Ricordo che, studente di giurisprudenza a Roma nel 1946, riuscii ad ottenere, con un complicato “giro di amicizie”, un biglietto di accesso alle tribune dell’Aula di Montecitorio, dove allora funzionava la “Consulta Nazionale”, una sorta di prova del ritorno al sistema parlamentare, assemblea costituita da rappresentati di partiti, sindacati, associazioni, ex detenuti politici ed ex parlamentari prefascisti nominati dal Governo. Le elezioni per la Costituente si sarebbero tenute a giugno. Si era alla fine dell’inverno e a quella di un oscuro periodo in cui la libertà civile ed il potere della “rappresentanza nazionale” era stato soppresso e sbeffeggiato. Si guardava ad un futuro che ci consentisse di dimenticare quella e molte altre sciagure. Vedere quell’Aula, tempio, così mi apparve, delle libertà e della sovranità popolare, profanata per un ventennio da una dittatura al contempo feroce e carnevalesca, di cui Mussolini aveva fatto peggio che il “bivacco per le sue camicie nere” mi fece sentire una profonda commozione. Quando vi tornai da Deputato trent’anni dopo non fui altrettanto commosso. Quei signori che, radi ed un po’ impacciati discutevano di cose che mi apparvero anch’esse una simulazione di ciò che si sarebbe dovuto discutere in un futuro oramai imminente, mi parvero un po’ fuor di luogo. Appunto perché erano lì nominati da un Governo e non dal Popolo, per esercitarsi ad una funzione che molti di loro non avrebbe mai avuto.
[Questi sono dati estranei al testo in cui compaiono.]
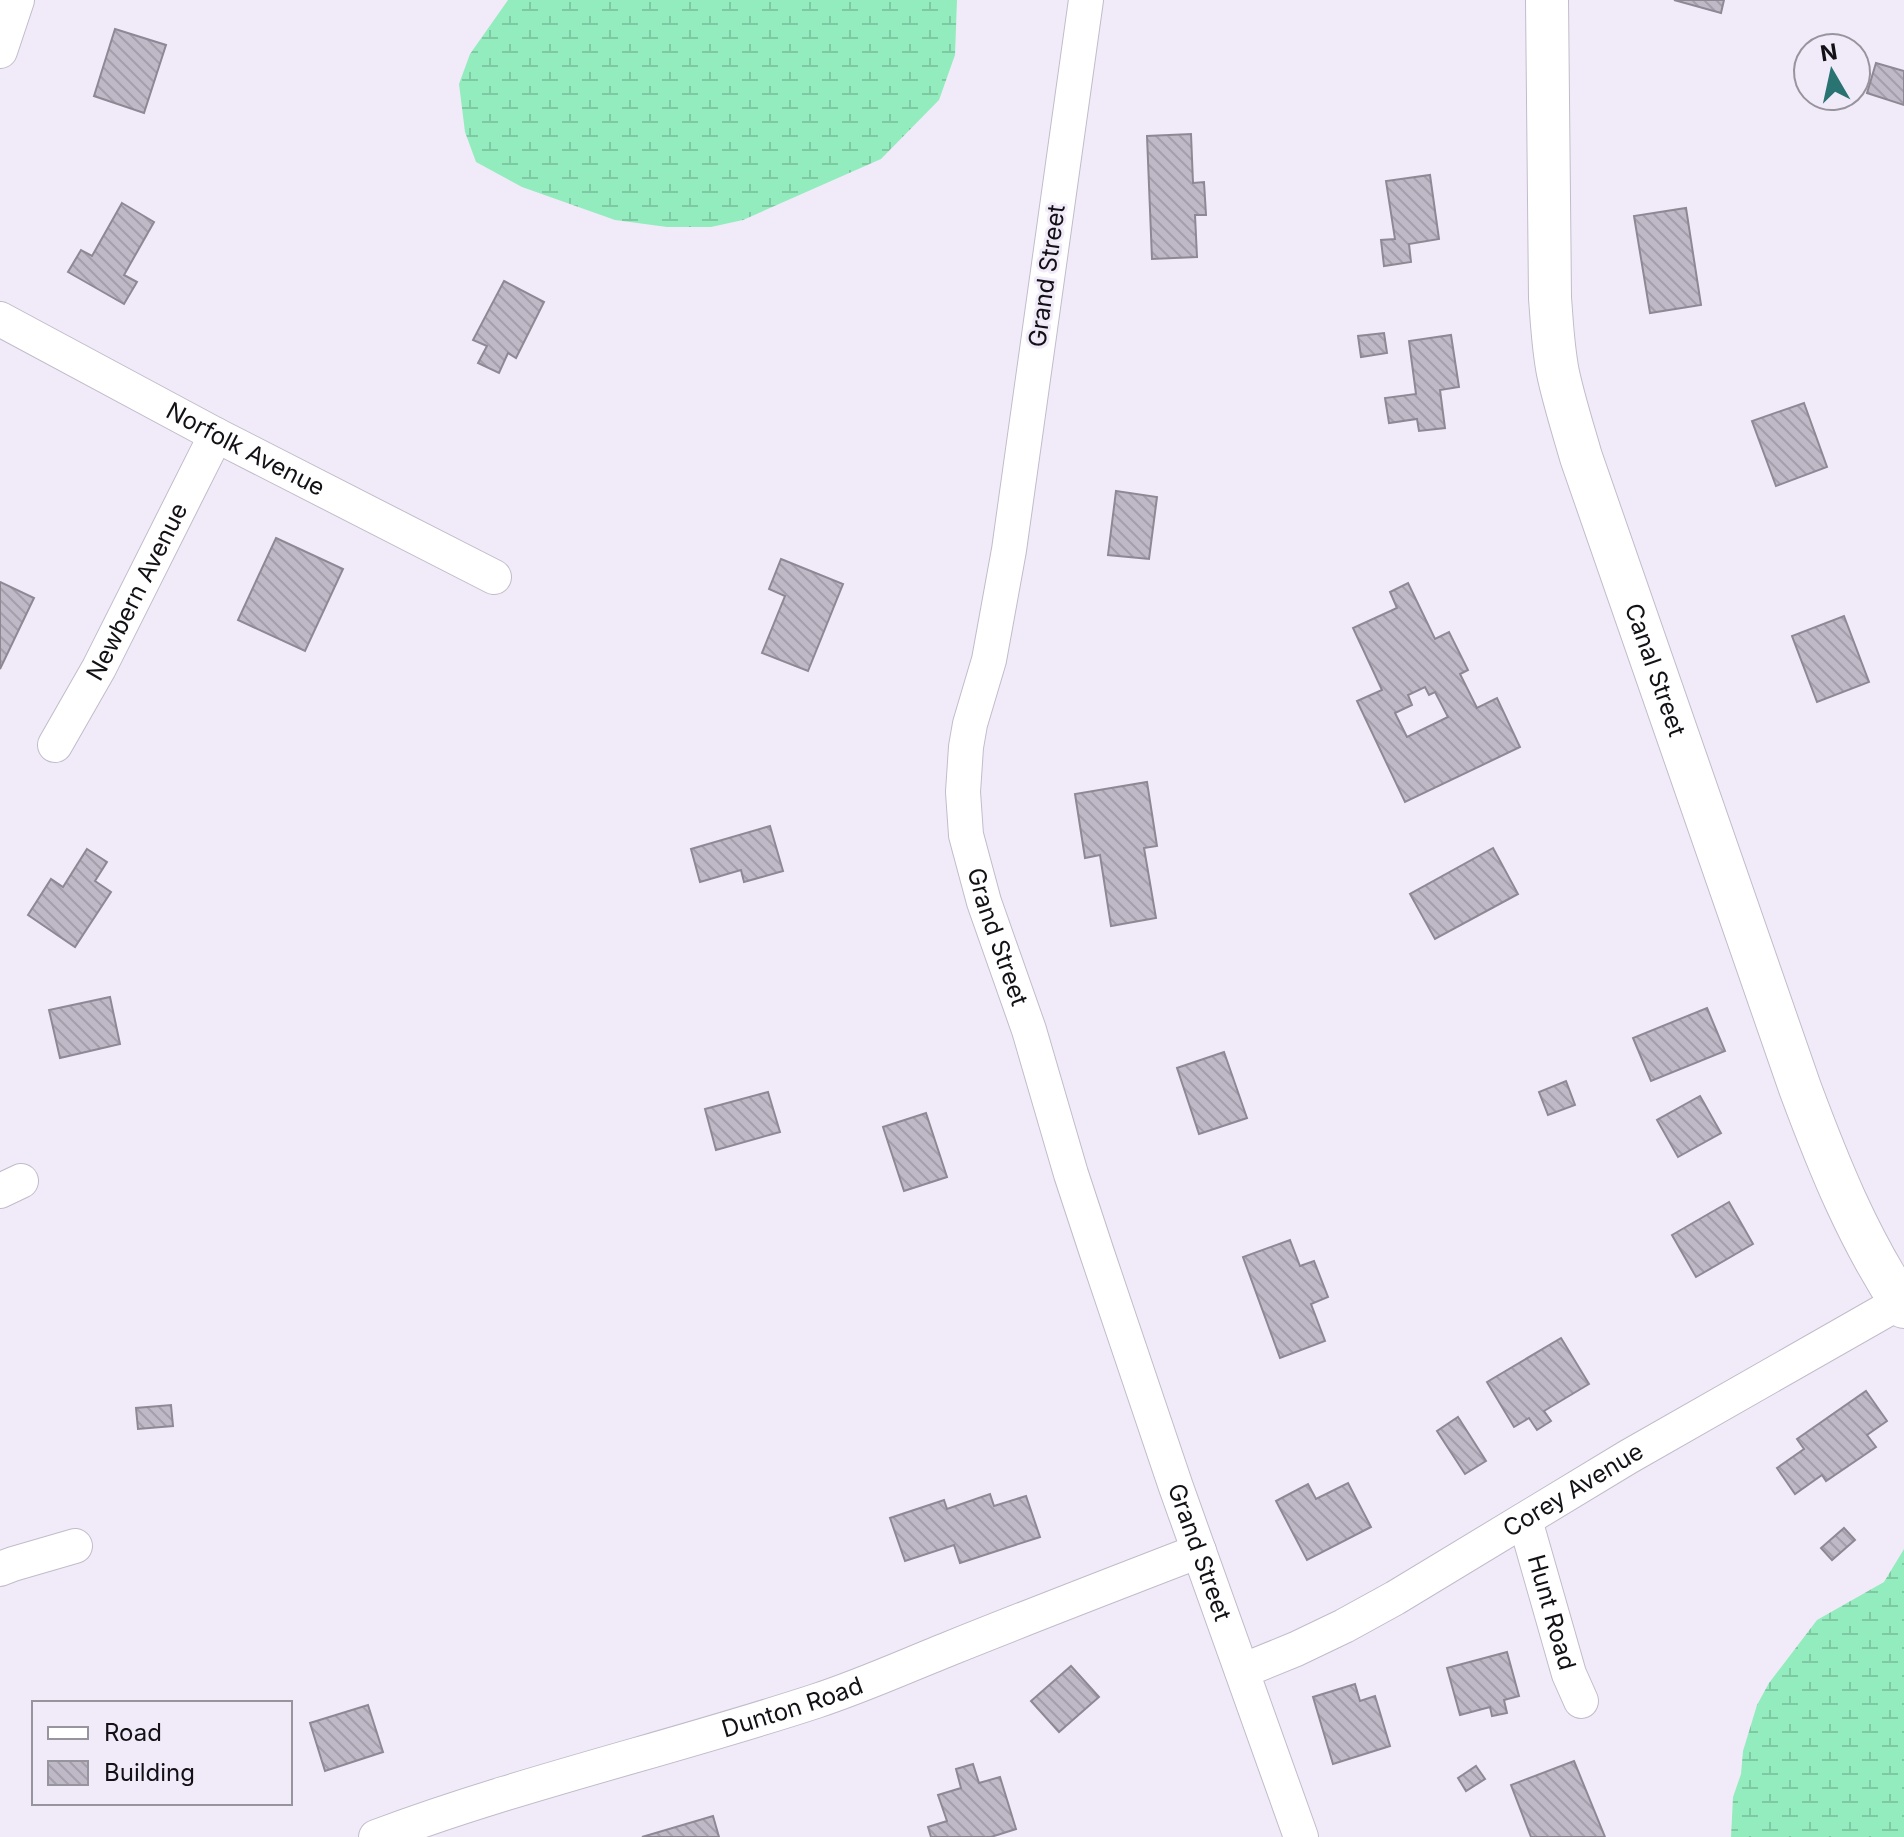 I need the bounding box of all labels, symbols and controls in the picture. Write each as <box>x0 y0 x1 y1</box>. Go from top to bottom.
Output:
north arrow <box>1792 32 1872 112</box>
text: N <box>1819 38 1839 66</box>
street label: Grand Street <box>1022 203 1071 349</box>
street label: Norfolk Avenue <box>161 396 330 502</box>
street label: Newbern Avenue <box>80 498 193 685</box>
street label: Canal Street <box>1619 599 1692 740</box>
street label: Grand Street <box>961 865 1034 1010</box>
street label: Corey Avenue <box>1498 1436 1648 1543</box>
street label: Grand Street <box>1162 1480 1238 1625</box>
street label: Hunt Road <box>1522 1551 1582 1673</box>
street label: Dunton Road <box>718 1670 867 1743</box>
legend <box>32 1701 292 1805</box>
text: Road <box>104 1718 162 1747</box>
text: Building <box>104 1758 195 1787</box> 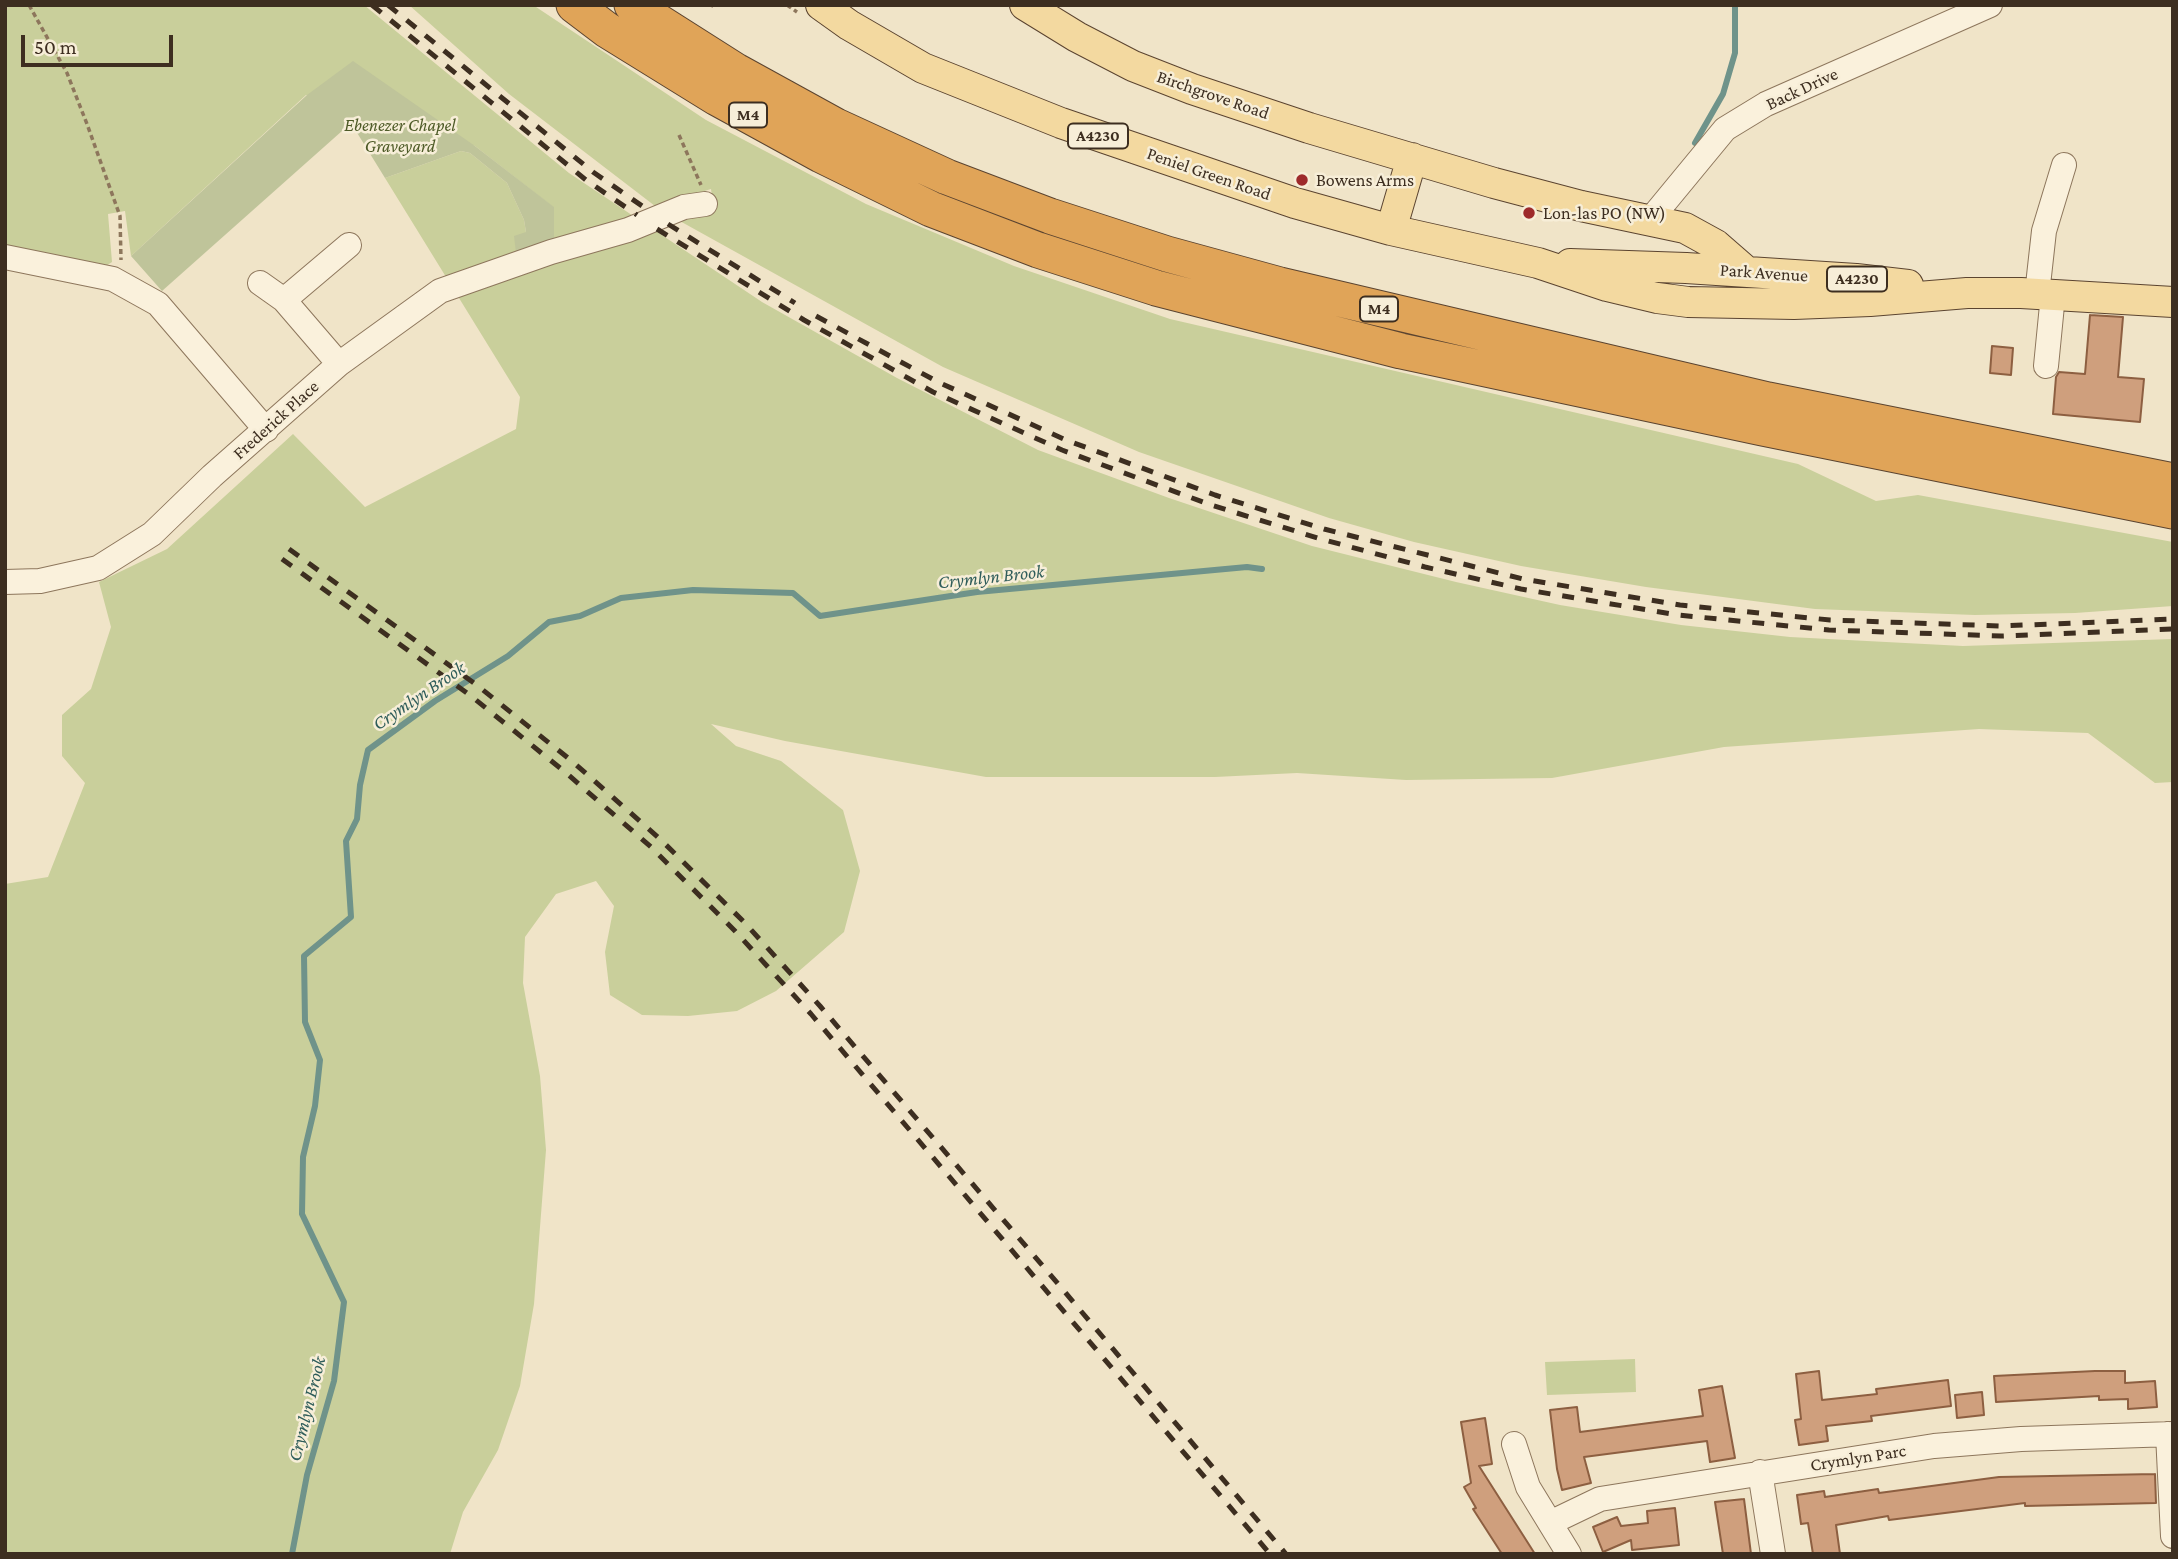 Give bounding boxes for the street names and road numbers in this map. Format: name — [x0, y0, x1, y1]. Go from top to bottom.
street label: Back Drive — [1763, 63, 1841, 115]
street label: Birchgrove Road — [1154, 66, 1272, 124]
road number: M4 — [729, 102, 767, 127]
road number: A4230 — [1068, 124, 1128, 148]
street label: Peniel Green Road — [1144, 143, 1274, 205]
street label: Park Avenue — [1719, 259, 1809, 287]
road number: A4230 — [1827, 266, 1887, 292]
road number: M4 — [1360, 296, 1398, 322]
street label: Frederick Place — [229, 376, 323, 464]
street label: Crymlyn Parc — [1809, 1440, 1907, 1476]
Oggi, proclamata la Repubblica e stabilita la Costituzione (sfuggita, or’è poco, per volontà del Popolo ad una banalizzante e blasfema manomissione) in quell’Aula si discute una nuova soppressione della rappresentanza popolare ed il ritorno in essa di signore e signori “nominati” neppure da un Governo, bene o male espressione, allora, di un Comitato di Liberazione Nazionale in un momento rivoluzionario e drammatico della nostra storia, ma da altri signori che la sorte e gli intrallazzi hanno posto alla testa di caricature di partiti.
Berlusconi che, almeno, un leader politico lo è stato e che oggi sembra voler assumere il ruolo del “nonno garibaldino” che, una volta, nelle occasioni delle feste nazionali si metteva la camicia rossa, ha dichiarato, ed i suoi giornali ne hanno titolato “pezzi” apologetici: “I candidati li scelgo io”. Con queste leggi è come dire: i Deputati ed i Senatori li nomino io.
Gli altri non sono da meno.
Se ripenso alla mia commozione di quel giorno di fine inverno 1946, compiango me stesso.
E’ difficile sopravvivere. E assai di più trovare ragione per farlo.